A short-term preservation of human cultured periosteal sheets, osteogenic grafting materials, using a commercial preservation solution containing epigallocatechin-3-gallate (Theliokeep(®)) under hypothermic conditions.

In the past decade, it has increasingly been reported that epigallocatechin-3-gallate (EGCG), a major catechin derivative extracted from Green tea, has various bioactivities, including a cell-protective action on mammalian cells and tissues. In this study, we have tested a commercial preservation solution containing EGCG (Theliokeep(®)) in both two- and three-dimensional cultures of human periosteal sheets, which have been used as an osteogenic grafting material for periodontal regenerative therapy. When periosteal sheets were 3D-cultured on collagen mesh, cell viability was maintained for 2 days using the hypothermic EGCG preservation solution. Replenishment of EGCG solution with 2-day intervals prevented the time-dependent decline in cell viability at 3 days and later.

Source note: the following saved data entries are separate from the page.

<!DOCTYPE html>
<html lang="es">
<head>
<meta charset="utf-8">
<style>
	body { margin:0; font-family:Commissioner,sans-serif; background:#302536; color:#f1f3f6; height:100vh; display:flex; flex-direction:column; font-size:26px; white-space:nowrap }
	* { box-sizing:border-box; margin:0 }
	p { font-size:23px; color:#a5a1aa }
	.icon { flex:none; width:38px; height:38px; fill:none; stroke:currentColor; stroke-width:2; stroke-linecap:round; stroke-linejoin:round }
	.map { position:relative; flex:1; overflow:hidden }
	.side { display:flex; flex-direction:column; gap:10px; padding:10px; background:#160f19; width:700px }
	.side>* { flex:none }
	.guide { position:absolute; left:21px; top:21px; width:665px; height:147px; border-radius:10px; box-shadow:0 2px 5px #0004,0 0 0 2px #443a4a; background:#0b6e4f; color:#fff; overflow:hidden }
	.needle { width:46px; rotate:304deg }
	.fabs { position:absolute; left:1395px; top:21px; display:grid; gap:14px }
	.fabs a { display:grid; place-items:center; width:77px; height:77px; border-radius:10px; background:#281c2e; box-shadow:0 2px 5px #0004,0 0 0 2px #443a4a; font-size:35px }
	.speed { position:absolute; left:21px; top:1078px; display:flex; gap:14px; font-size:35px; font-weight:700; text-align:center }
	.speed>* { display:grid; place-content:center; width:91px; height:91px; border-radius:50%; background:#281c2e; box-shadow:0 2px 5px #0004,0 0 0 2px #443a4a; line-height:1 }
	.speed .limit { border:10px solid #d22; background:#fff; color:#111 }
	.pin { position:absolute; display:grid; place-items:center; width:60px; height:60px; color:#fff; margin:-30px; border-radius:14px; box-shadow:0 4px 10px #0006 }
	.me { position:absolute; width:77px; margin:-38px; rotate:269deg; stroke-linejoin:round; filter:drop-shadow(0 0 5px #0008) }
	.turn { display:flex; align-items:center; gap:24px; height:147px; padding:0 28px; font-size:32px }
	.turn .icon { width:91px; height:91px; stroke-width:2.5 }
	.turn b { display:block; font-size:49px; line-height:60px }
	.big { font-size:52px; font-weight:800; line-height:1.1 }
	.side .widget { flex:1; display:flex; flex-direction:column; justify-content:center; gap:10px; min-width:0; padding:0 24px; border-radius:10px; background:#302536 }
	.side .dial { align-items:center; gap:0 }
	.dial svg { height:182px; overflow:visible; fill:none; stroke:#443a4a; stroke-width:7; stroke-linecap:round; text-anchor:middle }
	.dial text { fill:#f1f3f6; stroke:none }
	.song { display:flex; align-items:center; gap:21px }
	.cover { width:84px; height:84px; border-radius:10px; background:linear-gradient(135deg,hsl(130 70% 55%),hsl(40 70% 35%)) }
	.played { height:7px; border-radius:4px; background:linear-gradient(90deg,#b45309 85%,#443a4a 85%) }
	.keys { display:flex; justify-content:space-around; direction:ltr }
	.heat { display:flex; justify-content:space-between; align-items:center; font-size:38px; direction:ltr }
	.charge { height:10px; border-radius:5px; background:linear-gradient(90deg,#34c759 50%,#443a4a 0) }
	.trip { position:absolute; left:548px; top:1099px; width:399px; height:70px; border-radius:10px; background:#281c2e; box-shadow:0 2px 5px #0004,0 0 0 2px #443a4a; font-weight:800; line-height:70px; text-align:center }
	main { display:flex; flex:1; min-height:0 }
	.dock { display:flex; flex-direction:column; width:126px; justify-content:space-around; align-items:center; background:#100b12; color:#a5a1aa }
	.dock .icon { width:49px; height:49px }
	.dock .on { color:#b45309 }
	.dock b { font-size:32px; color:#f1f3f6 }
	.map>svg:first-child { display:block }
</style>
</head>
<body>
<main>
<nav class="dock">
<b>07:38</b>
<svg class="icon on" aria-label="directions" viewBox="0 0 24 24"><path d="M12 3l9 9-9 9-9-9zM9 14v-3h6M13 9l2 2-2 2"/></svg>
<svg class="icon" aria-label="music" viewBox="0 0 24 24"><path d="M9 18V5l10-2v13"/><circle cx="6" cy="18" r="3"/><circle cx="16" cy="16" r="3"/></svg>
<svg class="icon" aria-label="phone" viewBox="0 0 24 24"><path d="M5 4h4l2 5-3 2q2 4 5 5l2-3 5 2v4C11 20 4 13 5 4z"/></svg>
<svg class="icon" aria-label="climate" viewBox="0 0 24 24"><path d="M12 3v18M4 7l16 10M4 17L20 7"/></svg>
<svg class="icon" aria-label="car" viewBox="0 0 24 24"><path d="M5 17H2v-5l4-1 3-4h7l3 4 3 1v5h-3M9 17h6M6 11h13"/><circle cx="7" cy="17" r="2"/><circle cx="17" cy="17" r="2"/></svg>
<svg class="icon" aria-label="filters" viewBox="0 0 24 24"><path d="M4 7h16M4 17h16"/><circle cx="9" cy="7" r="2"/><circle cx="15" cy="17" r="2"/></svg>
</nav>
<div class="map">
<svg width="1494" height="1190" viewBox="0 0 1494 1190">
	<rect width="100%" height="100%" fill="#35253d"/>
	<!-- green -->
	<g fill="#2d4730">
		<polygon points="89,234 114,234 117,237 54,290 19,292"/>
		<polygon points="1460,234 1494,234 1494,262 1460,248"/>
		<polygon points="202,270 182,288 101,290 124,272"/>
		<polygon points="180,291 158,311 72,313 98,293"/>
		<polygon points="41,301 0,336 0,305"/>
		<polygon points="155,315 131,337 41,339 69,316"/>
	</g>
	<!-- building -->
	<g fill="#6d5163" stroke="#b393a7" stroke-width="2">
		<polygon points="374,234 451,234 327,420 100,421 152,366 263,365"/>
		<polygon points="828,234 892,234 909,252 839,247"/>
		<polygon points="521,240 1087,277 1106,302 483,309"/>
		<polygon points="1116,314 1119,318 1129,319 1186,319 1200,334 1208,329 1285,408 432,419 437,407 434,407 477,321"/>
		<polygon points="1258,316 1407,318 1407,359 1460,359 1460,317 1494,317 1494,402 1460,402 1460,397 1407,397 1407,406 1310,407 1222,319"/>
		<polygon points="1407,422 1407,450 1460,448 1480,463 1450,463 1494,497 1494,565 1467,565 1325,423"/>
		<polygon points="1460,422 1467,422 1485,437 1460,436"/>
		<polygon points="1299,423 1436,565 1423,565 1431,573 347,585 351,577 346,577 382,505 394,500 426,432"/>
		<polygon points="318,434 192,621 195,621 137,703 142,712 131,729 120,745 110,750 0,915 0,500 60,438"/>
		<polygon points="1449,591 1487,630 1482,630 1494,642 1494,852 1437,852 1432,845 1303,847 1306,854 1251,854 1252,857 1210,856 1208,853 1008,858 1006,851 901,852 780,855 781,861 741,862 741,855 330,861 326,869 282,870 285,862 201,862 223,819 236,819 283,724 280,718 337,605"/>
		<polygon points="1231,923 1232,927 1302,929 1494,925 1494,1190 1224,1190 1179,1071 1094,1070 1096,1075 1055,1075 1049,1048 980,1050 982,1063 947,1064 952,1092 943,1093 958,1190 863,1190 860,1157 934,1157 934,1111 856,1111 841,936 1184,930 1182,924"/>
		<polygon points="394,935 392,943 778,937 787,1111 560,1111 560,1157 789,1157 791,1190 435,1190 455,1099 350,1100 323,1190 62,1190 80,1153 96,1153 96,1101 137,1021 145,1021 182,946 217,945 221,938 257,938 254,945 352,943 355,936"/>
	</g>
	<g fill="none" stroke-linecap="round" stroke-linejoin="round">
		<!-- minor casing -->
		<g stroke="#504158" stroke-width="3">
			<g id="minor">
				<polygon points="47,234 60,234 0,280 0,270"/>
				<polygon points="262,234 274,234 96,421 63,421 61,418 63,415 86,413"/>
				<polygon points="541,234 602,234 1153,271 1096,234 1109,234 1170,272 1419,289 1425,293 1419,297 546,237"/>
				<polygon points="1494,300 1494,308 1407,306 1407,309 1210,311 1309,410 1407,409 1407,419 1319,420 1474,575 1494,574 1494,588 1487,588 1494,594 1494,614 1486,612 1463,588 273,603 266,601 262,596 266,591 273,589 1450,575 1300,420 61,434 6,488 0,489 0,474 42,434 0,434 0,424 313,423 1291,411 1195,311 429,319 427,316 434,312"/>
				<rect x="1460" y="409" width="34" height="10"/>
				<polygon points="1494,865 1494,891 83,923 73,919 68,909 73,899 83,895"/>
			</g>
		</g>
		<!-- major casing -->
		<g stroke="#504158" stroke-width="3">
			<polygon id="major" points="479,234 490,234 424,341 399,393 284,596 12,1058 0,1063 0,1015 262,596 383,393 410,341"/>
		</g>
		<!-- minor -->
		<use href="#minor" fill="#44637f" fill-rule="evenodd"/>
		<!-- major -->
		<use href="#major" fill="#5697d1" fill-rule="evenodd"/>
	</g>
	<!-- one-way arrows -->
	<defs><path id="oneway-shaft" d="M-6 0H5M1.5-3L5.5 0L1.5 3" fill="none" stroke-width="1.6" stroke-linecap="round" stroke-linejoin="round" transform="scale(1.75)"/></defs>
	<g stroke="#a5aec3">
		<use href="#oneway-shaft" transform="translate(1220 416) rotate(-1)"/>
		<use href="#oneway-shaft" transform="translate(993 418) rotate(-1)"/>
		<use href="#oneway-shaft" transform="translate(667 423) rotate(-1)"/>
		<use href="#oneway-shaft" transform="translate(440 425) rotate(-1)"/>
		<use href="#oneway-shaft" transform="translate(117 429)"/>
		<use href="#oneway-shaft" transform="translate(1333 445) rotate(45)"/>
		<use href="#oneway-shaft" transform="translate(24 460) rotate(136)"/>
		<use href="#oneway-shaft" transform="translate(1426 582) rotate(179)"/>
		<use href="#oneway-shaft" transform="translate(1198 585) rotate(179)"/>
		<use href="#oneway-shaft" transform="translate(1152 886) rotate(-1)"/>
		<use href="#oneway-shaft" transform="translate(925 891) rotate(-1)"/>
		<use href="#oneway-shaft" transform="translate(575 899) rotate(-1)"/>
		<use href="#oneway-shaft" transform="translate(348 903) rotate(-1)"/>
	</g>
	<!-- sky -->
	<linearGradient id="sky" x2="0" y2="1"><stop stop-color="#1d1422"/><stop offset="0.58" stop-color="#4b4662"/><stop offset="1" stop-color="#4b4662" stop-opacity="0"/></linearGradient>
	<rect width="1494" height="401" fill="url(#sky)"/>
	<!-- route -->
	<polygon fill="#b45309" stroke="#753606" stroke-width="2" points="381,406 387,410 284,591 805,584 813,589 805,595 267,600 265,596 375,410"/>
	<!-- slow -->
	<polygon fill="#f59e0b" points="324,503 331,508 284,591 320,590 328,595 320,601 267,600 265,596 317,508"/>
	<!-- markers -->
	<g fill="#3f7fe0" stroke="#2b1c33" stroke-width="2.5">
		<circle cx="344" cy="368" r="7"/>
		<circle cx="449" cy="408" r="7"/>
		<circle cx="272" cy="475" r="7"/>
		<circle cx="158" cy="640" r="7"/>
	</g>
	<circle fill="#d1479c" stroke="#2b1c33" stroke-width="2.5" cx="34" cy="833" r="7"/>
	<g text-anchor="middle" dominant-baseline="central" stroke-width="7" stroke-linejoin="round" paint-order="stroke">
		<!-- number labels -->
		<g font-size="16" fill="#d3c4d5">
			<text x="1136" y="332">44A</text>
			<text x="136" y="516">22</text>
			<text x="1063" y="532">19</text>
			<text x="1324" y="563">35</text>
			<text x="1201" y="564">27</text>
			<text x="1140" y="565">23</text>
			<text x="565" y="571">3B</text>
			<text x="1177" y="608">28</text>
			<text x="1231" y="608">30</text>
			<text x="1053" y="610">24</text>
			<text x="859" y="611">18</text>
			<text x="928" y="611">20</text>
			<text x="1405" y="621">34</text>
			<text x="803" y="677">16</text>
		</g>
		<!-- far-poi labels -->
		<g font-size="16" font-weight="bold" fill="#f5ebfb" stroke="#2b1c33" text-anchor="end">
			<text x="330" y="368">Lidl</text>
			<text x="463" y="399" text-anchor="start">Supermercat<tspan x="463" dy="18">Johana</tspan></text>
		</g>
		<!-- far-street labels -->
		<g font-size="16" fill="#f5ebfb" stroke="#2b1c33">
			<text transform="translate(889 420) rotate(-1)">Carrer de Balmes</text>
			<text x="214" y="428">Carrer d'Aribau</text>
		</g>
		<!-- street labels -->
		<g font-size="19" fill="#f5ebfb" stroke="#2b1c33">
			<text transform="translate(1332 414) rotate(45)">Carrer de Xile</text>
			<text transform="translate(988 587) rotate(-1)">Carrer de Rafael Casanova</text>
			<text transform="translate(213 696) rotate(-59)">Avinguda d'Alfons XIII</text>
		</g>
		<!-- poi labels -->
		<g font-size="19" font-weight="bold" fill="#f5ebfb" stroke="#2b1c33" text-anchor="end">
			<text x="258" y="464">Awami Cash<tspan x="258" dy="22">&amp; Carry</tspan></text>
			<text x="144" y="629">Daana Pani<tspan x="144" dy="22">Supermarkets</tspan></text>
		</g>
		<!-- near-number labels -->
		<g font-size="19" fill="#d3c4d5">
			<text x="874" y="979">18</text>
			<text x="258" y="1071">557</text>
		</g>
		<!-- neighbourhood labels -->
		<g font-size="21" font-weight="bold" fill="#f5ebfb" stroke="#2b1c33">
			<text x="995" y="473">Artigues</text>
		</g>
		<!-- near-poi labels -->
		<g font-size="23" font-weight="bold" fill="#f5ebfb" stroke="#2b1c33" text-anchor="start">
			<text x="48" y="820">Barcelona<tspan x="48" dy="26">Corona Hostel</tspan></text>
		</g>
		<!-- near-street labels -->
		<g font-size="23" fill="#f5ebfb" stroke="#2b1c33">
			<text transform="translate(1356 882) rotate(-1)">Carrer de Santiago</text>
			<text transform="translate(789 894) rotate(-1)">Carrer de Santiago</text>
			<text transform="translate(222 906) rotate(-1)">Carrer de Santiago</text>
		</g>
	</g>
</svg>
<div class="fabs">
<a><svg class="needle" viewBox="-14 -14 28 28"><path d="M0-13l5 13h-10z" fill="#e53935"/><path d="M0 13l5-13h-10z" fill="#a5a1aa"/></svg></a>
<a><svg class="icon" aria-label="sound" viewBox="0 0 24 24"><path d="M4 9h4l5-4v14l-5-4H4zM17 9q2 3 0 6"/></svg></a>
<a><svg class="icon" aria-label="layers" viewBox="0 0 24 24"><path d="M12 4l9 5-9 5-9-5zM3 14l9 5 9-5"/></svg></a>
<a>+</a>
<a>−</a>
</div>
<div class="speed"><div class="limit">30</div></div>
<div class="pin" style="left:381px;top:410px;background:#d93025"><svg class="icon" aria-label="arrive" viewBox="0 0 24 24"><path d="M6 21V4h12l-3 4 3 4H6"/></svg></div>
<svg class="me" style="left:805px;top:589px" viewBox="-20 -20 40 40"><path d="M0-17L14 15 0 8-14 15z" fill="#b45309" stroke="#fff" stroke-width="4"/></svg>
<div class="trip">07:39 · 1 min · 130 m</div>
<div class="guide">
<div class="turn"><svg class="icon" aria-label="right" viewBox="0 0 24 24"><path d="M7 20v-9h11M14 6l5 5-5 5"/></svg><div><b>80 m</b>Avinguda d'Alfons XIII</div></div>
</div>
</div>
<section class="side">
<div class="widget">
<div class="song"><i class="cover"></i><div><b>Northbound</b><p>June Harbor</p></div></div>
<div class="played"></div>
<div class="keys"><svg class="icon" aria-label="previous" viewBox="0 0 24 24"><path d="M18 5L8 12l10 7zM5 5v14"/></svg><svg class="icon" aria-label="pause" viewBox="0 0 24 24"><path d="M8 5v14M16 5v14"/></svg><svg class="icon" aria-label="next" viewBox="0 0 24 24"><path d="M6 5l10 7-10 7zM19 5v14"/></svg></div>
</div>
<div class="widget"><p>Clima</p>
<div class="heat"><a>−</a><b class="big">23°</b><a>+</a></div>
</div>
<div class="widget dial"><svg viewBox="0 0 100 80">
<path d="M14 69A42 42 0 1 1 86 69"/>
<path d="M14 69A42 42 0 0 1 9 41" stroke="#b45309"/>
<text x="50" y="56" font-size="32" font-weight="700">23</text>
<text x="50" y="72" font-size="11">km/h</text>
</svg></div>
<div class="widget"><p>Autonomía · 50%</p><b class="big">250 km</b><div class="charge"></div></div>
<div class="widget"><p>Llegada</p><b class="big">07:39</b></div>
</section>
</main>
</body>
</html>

As observed in nonpreserved control cultures, most cells were positive for proliferating cell-nuclear antigen (PCNA) in the cultures preserved at 4°C in the EGCG solution, whereas PCNA-negative cells were increased in the cultures preserved at 4°C in the MesenPRO medium. In periosteal sheets 2D-cultured in plastic dishes, the EGCG solution occasionally was associated with vacuole formation in the cytoplasm, but cells could again expand in the culture medium at 37°C. As observed in the nonpreserved periosteal sheets control, the osteogenic induction upregulated alkaline phosphatase in those cells and tissues preserved in the EGCG solution. The EGCG solution protected cells from the cold shock-induced membrane phospholipid peroxidation. Our data suggest that the EGCG solution acts as an antioxidant to protect periosteal cells from cold shock and preserves cells under chilled conditions. The limited period of preservation time could be expanded by repeating replenishment of the EGCG solution or by optimizing the formula to be more favorable for human periosteal sheets without sacrificing cell viability. This methodology of preserving human cultured periosteal sheets with EGCG would be expected to support and spread the clinical use of regenerative therapy with autologous periosteal sheets.